A differentiable approach to inductive logic programming

Abstract

Recent work in neural abstract machines has proposed many useful techniques to learn sequences of applications of discrete but differentiable operators. These tech- niques allow us to model traditionally procedural problems using neural networks. In this work, we are interested in using neural networks to learn to perform logic reasoning. We propose a model that has access to differentiable operators which can be composed to perform reasoning. These differentiable reasoning operators were first introduced in TensorLog, a recently proposed probabilistic deductive database. Equipped with a model than can perform logic reasoning, we further investigate the task of inductive logic programming.

Introduction

Inductive logic programming (ILP) [1] refers to a broad class of problems that aim to find logic rules that model the observed data.

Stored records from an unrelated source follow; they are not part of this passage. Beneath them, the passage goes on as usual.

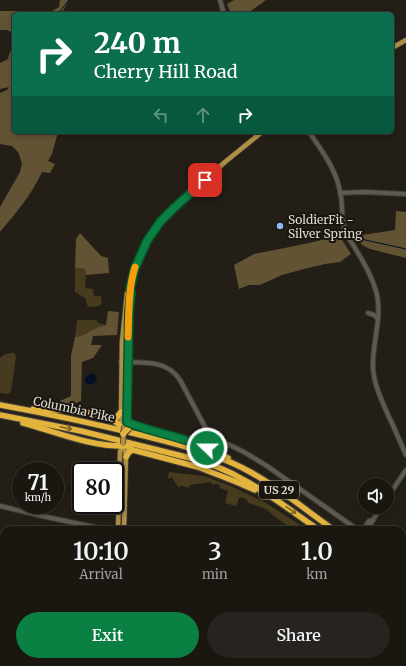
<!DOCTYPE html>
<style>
:root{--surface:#1a1711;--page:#27241f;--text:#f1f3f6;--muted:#9f9f9f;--line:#383631;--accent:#0b8043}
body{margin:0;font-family:Merriweather,serif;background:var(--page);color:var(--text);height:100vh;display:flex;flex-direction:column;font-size:15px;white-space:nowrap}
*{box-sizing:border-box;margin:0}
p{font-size:13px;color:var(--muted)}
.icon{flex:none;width:22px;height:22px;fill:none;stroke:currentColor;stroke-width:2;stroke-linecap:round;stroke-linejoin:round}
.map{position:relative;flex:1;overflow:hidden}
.sheet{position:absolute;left:0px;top:526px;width:406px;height:140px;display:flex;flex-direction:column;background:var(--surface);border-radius:12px 12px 0 0;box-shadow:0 2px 6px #0003,0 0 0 1px var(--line)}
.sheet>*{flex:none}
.hud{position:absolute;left:12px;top:12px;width:382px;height:122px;border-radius:6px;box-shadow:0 2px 6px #0003,0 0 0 1px var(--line);background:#0b6e4f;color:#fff;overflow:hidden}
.buttons{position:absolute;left:358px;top:478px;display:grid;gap:8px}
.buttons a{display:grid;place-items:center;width:36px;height:36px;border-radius:50%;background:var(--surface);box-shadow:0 2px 6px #0003,0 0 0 1px var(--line);font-size:20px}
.speed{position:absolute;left:12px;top:462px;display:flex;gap:8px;font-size:20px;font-weight:700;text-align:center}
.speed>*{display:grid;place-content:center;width:52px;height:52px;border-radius:50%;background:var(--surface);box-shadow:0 2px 6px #0003,0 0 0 1px var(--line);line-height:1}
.speed small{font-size:10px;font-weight:400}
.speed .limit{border:2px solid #111;border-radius:6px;background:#fff;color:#111}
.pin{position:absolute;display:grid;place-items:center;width:34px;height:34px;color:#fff;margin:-17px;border-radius:8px;box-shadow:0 2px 6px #0006}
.me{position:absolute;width:44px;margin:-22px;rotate:292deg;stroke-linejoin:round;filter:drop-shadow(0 0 3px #0008)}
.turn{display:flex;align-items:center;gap:14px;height:84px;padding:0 16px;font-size:18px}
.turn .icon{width:52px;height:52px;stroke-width:2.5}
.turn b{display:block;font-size:28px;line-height:34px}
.lanes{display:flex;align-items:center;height:38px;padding:0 16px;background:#0003;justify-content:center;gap:20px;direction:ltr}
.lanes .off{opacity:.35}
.eta{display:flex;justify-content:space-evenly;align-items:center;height:68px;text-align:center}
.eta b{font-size:24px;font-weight:600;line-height:28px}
.primary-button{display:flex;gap:8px;margin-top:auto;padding:8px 16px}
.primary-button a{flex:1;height:46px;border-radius:24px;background:var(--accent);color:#fff;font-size:16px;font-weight:600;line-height:46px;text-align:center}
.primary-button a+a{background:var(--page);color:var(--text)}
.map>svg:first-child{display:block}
</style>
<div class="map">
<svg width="406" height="666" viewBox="0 0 406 666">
<rect width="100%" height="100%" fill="#231f17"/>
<g fill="#473b1f">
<path d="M 75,268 L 85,269 L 86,275 L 85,288 L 93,289 L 94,296 L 101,296 L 102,303 L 99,306 L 88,307 L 85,298 L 75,292 Z"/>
<path d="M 77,320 L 97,320 L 98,323 L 106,325 C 103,326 99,326 96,328 C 88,331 84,337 75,337 Z"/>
<path d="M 10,353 L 14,353 L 16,356 L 11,392 L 7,394 L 0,393 L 0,358 L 4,355 Z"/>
<path d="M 169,472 L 204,476 L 231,486 L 266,503 L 308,530 L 294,530 L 275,517 L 266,509 L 249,503 L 246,499 L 241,497 L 239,498 L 236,506 L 225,503 L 228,491 L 220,488 L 219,485 L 216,484 L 212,485 L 211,482 L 190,485 L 189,488 L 182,486 L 178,487 L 172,477 L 168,479 Z"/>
<path d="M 4,650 L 4,662 L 7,662 L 7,666 L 0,666 L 0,657 Z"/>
</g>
<g fill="#615334">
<path d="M 60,0 L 69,0 L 63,11 L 63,14 L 14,14 L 14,132 L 58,132 L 52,154 L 48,161 L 55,164 L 50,173 L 42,172 C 32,194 16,213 0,232 L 0,207 L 20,172 L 22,163 L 18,152 L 12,146 L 0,144 L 0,93 L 7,90 L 9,87 L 0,89 L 0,63 L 8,59 C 9,53 11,51 13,46 C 14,41 13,37 11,32 L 7,30 L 0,30 L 0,11 L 52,11 L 59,7 Z"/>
<path d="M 234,0 L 266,0 L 247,14 L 231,14 L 227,4 Z"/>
<path d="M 396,211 L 406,212 L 406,258 L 370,249 L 362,245 L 356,236 L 395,230 Z"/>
<path d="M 80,233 L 101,256 L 108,258 L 109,273 L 86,275 L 85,269 L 75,268 L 76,239 Z"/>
<path d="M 335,237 L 341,238 L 351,254 L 340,262 L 325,264 L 304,269 L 282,275 L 260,285 L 249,285 L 239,289 L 234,265 L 254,254 L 295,246 Z"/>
<path d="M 108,311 L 119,312 L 117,335 L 93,336 L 91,345 L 102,345 L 93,358 L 82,362 L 81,401 L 73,404 L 61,404 L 60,401 L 71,396 L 71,356 L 75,337 C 84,337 88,331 96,328 C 99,326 103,326 106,325 Z"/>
<path d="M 4,636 L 4,650 L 0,657 L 0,638 Z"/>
<path d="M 7,662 L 25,662 L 21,666 L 7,666 Z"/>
<path d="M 219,662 L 251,662 L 250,666 L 218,666 Z"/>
</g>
<path fill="#040e24" d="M 92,373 L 95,375 L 97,379 C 95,384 92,385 87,384 L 85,381 L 85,378 Z"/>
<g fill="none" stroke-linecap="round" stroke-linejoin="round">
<g stroke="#040e24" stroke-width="1">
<path d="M 58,14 L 69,0"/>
<path d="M 361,239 L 406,249"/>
<path d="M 242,666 L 244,664 L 244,662"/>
</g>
<defs>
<g id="secondary">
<path d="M 220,0 L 224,14"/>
<path d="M 309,132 C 323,152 338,172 341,197 C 343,208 341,222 346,233 C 348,238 352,243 355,248 C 364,263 373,278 377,295 C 382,320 372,343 373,368 C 374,385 382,401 389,417 C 395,429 400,442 406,455"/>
<path d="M 340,193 L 364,192 L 406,194"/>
<path d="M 368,313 L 374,315 L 378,319"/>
<path d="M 121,362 C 144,363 166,359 180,380 L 205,427 L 212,435 L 219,440 L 244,452 L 267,466 L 358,530"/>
<path d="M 387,498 L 406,470"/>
<path d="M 0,506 L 42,516 L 108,530"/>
<path d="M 363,530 L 369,521 L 373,520"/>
<path d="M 367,530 L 381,507"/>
<path d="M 402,560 L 406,563"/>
<path d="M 402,602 L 406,603"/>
</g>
<g id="primary">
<path d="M 392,48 L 406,40"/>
<path d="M 125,423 L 127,422 L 129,313 L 131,293 L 130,288"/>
<path d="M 124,424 L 121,419 L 121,412 L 122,342 L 127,293 L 130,288 L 135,268 L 147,241 L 160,222 L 168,213 L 225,162 L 262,132"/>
<path d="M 123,446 L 125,450 L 126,457 L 124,530"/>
<path d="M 118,530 L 120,452 L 123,444"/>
<path d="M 113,666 L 114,662"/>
</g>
<g id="highway">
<path d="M 0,405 C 50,414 100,425 149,437 C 183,446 221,455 252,473 C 281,489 307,511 334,530"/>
<path d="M 33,409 C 59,411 91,408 114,421 C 118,423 121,426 124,429"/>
<path d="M 0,415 L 81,431 L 190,458 C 209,463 227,470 244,480 C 270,494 294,513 319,530"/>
<path d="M 112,420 L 116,418 L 121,412"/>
<path d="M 127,422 L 136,426 L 190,441 L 228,458"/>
<path d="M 23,423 C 56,432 89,446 123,446"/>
<path d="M 123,443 L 133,450 L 198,467 L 234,481 L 255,490"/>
<path d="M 126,457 L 129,452 L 133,450"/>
<path d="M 402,577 L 406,579"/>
<path d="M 402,587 L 406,590"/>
</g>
</defs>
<use href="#secondary" stroke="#3f3b36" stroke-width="6"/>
<use href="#primary" stroke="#3f3b36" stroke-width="6"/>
<use href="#highway" stroke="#3f3b36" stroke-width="8"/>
<use href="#secondary" stroke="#5e5a50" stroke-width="4"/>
<use href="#primary" stroke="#ae9045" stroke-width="4.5"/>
<use href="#highway" stroke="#e3b43d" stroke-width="5.5"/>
<defs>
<path id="primary-bridge" d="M 123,444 L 124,426"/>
<path id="highway-bridge" d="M 123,434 L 129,428"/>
</defs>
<use href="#primary-bridge" stroke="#3f3b36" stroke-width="6" stroke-linecap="butt"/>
<use href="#highway-bridge" stroke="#3f3b36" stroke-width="8" stroke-linecap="butt"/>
<use href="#primary-bridge" stroke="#ae9045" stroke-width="4.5"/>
<use href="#highway-bridge" stroke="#e3b43d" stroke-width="5.5"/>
</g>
<defs><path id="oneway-shaft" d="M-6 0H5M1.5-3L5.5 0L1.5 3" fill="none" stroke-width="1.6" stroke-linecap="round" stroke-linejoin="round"/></defs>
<g stroke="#7e6526">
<use href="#oneway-shaft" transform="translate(66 428) rotate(12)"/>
<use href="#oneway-shaft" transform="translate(291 510) rotate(35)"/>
</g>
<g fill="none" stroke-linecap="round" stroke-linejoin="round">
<defs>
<path id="route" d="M 205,180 L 174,208 L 160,222 L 147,241 L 135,268 L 130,288 L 131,293 L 129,313 L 127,422 C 153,433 181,436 207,448"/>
</defs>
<use href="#route" stroke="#07532c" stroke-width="10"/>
<use href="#route" stroke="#0b8043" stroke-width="7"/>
<path stroke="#f59e0b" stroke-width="7" d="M 128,337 C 129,314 128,289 135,267"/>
</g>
<circle fill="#91b8fd" stroke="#1a160e" stroke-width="1.5" cx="280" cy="226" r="4"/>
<g text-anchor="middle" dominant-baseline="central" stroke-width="4" stroke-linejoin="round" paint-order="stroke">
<rect fill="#1a160e" stroke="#a29f99" stroke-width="1" x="259" y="481" width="40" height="18" rx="3"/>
<g font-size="11" font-weight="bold" fill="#dcdad4">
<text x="279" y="490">US 29</text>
</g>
<g font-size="12" fill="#dcdad4" stroke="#1a160e" text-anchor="start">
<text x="288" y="219">SoldierFit -<tspan x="288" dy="14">Silver Spring</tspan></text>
</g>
<g font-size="12" fill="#dcdad4" stroke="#1a160e">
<text transform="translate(74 409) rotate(12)">Columbia Pike</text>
</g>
</g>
</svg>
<div class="buttons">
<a><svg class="icon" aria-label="sound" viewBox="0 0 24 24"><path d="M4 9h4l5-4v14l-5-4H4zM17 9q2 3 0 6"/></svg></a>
</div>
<div class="speed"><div>71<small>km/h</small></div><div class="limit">80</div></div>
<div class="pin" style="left:205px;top:180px;background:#d93025"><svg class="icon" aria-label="arrive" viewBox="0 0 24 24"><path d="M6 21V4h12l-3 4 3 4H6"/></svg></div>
<svg class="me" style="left:207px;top:448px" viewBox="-20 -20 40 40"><circle r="17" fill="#0b8043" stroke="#fff" stroke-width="3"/><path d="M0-11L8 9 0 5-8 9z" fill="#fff"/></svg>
<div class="hud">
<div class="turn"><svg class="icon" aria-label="right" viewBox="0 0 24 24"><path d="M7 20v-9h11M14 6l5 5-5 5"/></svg><div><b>240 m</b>Cherry Hill Road</div></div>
<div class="lanes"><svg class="icon off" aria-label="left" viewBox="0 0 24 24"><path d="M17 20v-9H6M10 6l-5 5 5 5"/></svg><svg class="icon off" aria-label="ahead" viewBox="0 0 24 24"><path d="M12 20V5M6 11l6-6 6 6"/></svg><svg class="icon" aria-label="right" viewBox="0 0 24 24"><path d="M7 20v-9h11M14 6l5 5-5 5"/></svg></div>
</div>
<section class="sheet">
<div class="eta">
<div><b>10:10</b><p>Arrival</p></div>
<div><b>3</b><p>min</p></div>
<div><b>1.0</b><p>km</p></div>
</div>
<div class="primary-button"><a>Exit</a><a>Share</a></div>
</section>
</div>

The observed data usually contains background knowledge and examples, typically in the form of database relations or knowledge graphs. Inductive logic programming is often combined with use of probabilistic logics, and is a useful technique for knowledge base completion and other relational learning tasks [2]. However, past inductive logic programming approaches have involved discrete search through the space of possible structures [3]. This search is expensive, and difficult to integrate with neural networks. TensorLog [4] is a recently proposed probabilistic deductive database. The major contribution of TensorLog is that it provides a principled way to define differentiable reasoning processes. TensorLog reduces a broad class of logic programs to inferences made on factor graphs, with logical variables encoded as multinomials over the domain of database constants and logical relations encoded as factors. By “unrolling” the factor graph inference into a sequence of message passing steps, one can obtain a differentiable function that answers a particular class of local queries against a database. The key idea in this paper is to learn a neural network controller that composes TensorLog’s message passing operators sequentially. Since the operations are differentiable, and can support reasoning, the resulting “neural ILP” system can learn logic programs. These logic programs can be interpreted as induced logic rules.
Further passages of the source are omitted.